Australian Treasurer Joe Hockey has suggested collecting university HECS fees from the dead.

From the dead.

Is this honestly reality? Did a high-ranking government official genuinely suggest this? Even Tony Abbott opposed it, meaning I agree with him on something, which just makes the situation even more unreal if anything.

This is incidentally the same Joe Hockey who opposed any student fees, back when he was, y’know, a student. I don’t think I’ve ever linked to a meme as way of a citation before, and yet here we are. (This one is my favourite.)

The problem with collecting university fees from the dead is that attending university is supposed to provide you with the means by which to later earn enough money to pay the fees back. If you never earned that much money before ceasing to live, then your education is assumed to have not done its job properly, so they stop hounding you for it. I don’t know if that’s written down anywhere, but it’s certainly the general understanding, at least according to the lawyers I’m friends with. It’s not like buying a house. My children can’t inherit my knowledge and training after I die.
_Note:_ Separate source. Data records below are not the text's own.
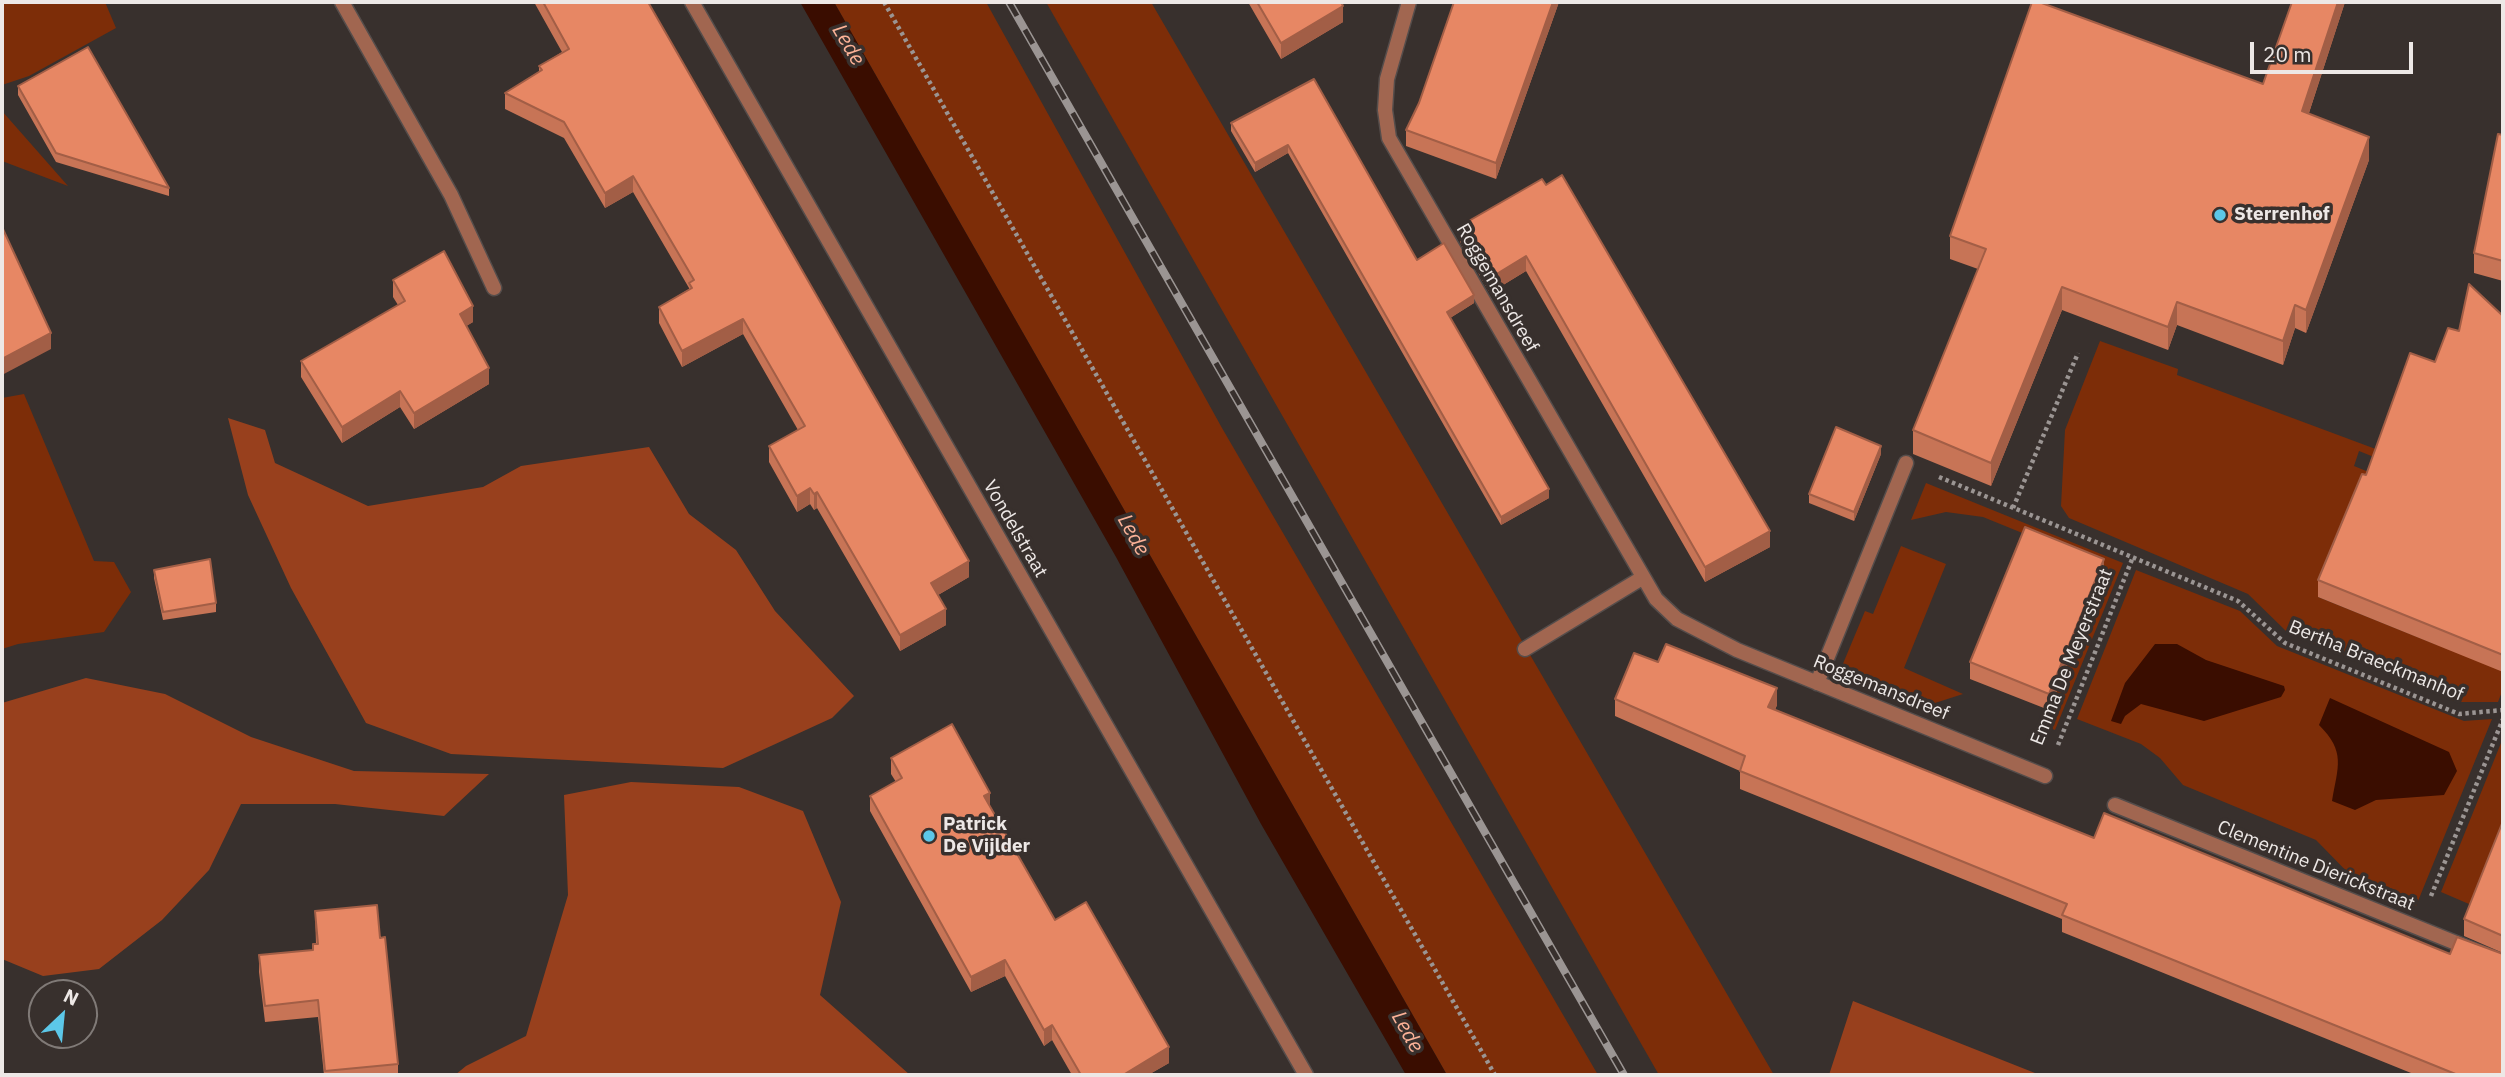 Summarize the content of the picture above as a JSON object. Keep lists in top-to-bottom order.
{
  "streets": {
    "street": ["Roggemansdreef", "Vondelstraat", "Clementine Dierickstraat"],
    "path": ["Emma De Meyerstraat", "Bertha Braeckmanhof"]
  },
  "crossings": [
    ["Roggemansdreef", "Emma De Meyerstraat"],
    ["Emma De Meyerstraat", "Bertha Braeckmanhof"]
  ],
  "water": ["Lede"],
  "places": ["Sterrenhof", "Patrick De Vijlder"],
  "scale_bar": "20 m",
  "north": "top right"
} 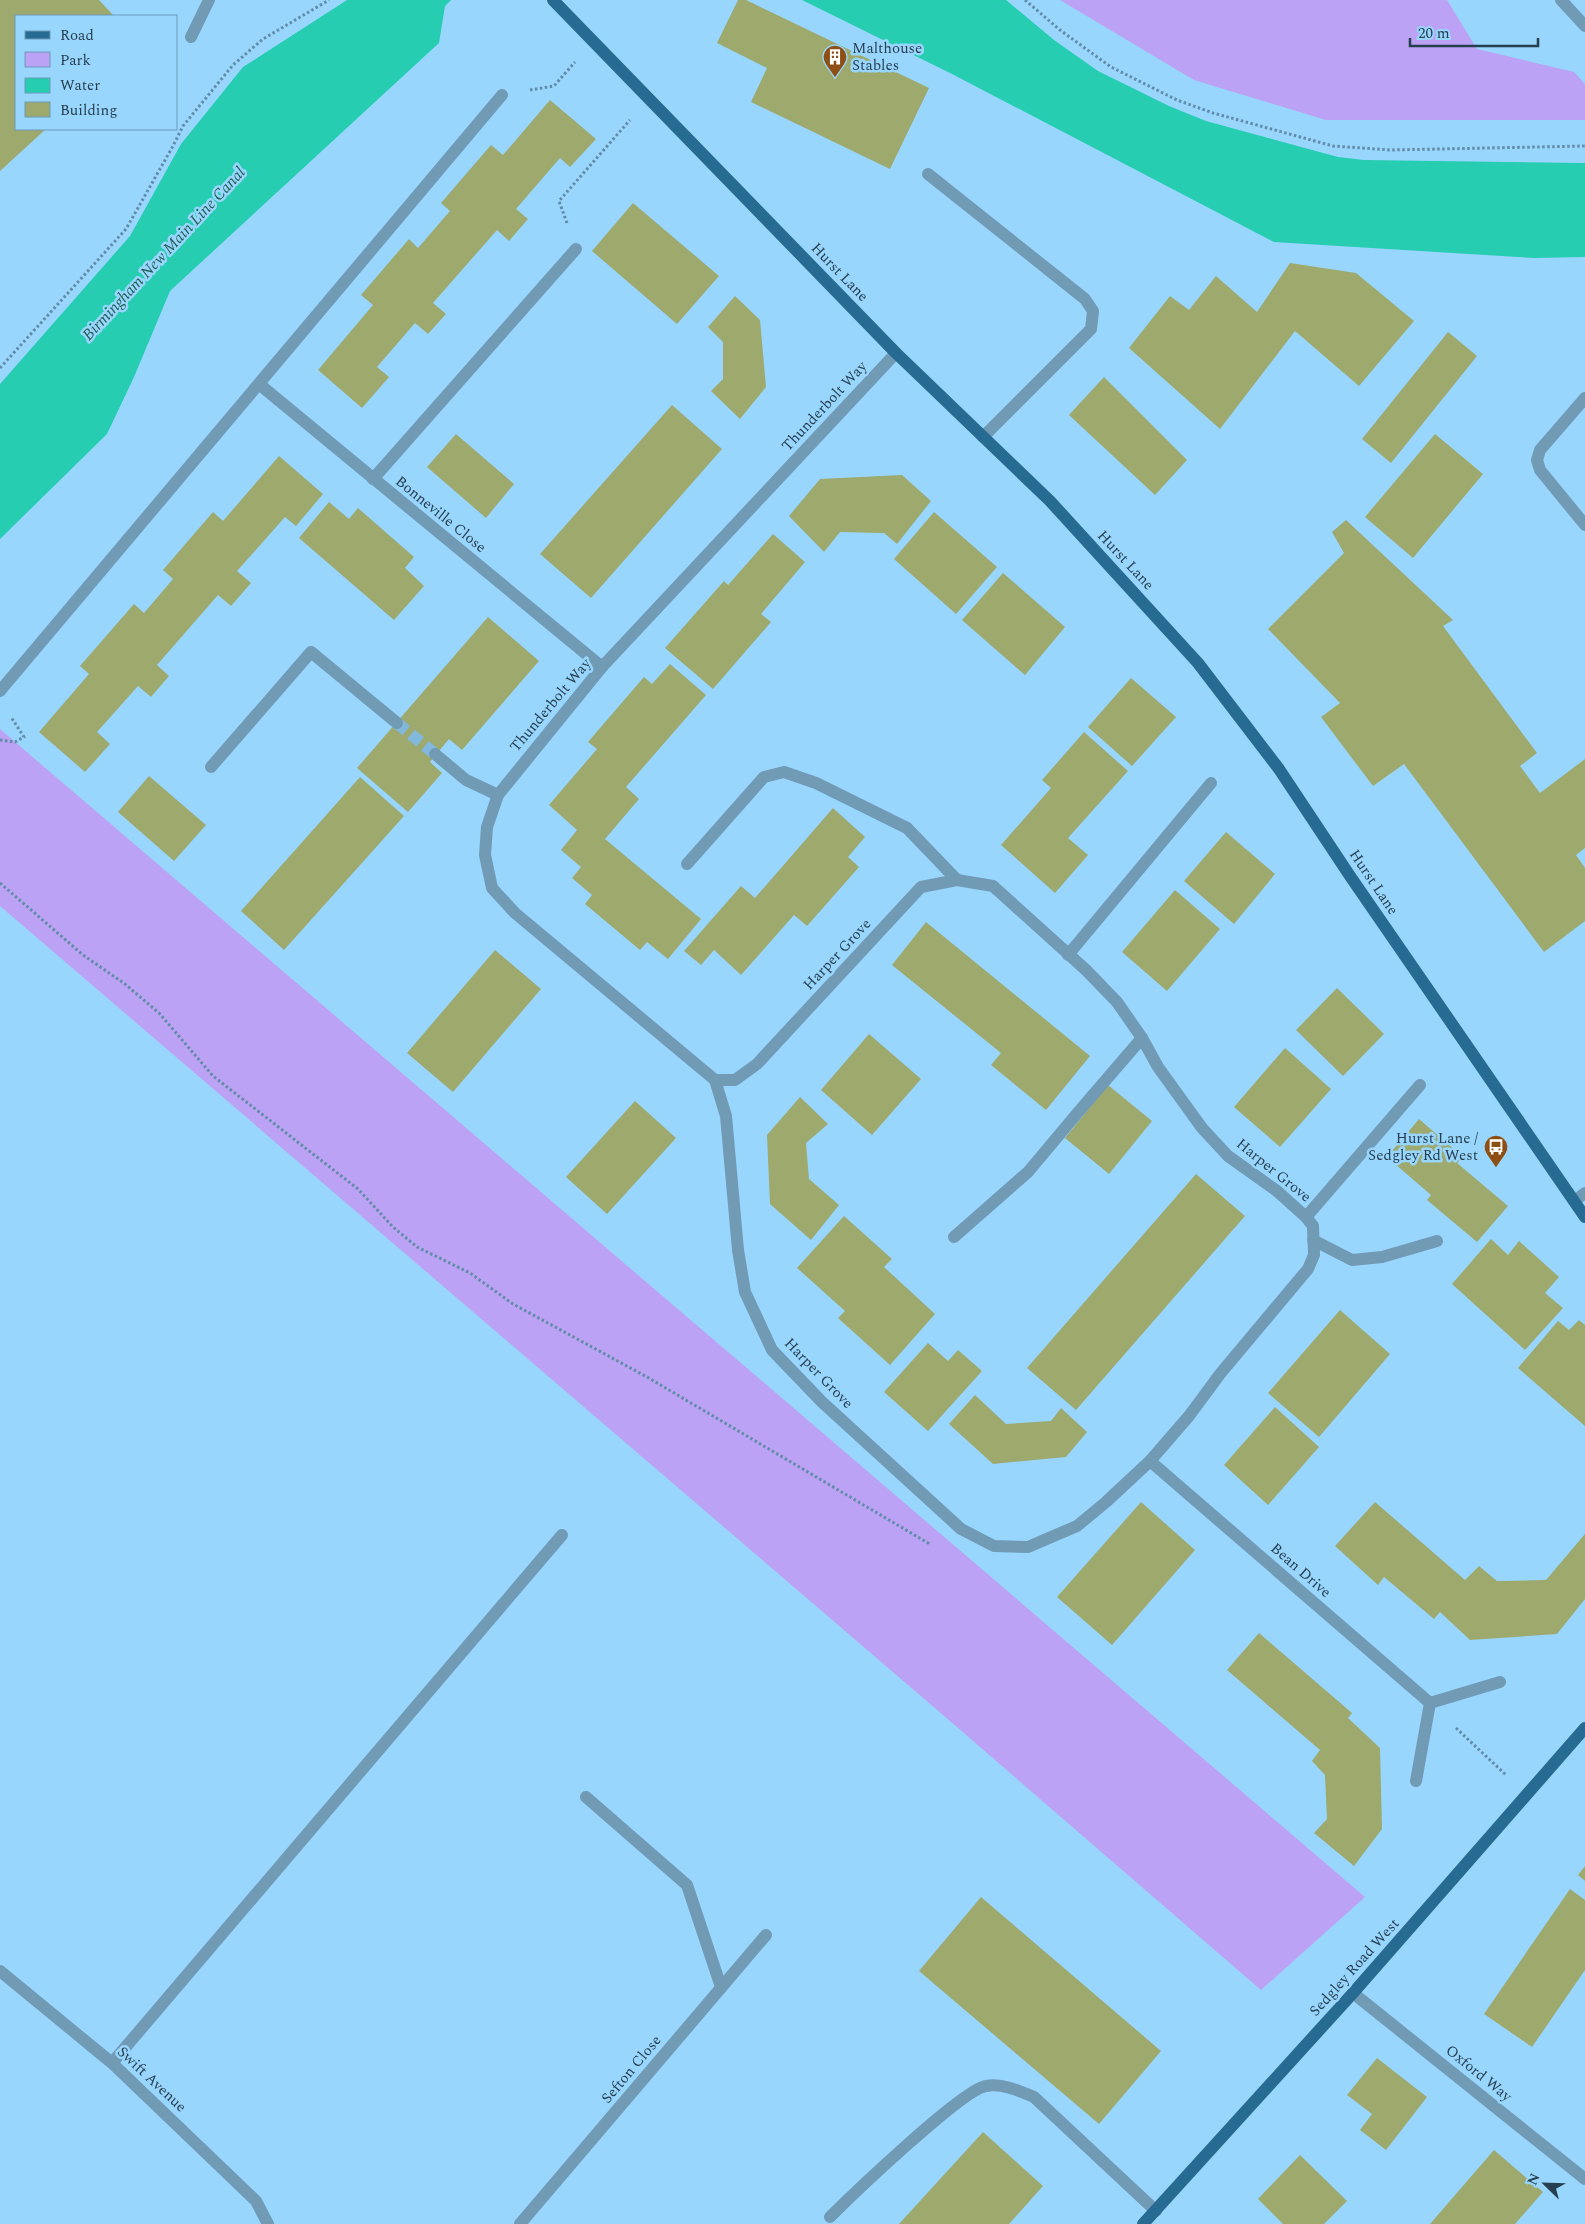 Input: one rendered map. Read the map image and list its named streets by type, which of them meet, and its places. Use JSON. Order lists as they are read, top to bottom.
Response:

(You could argue they inherit the boons and benefits that my education may deliver, and thus need to cover its costs – but the point is that if I died before being able to pay it back, we didn’t receive that many boons or benefits. Should they still have to pay it back anyway, in that case? By that logic, you might as well ask the children of billionaires to turn over the spoils of their parents’ fortunes. Good thing we don’t have any of those in Australia!)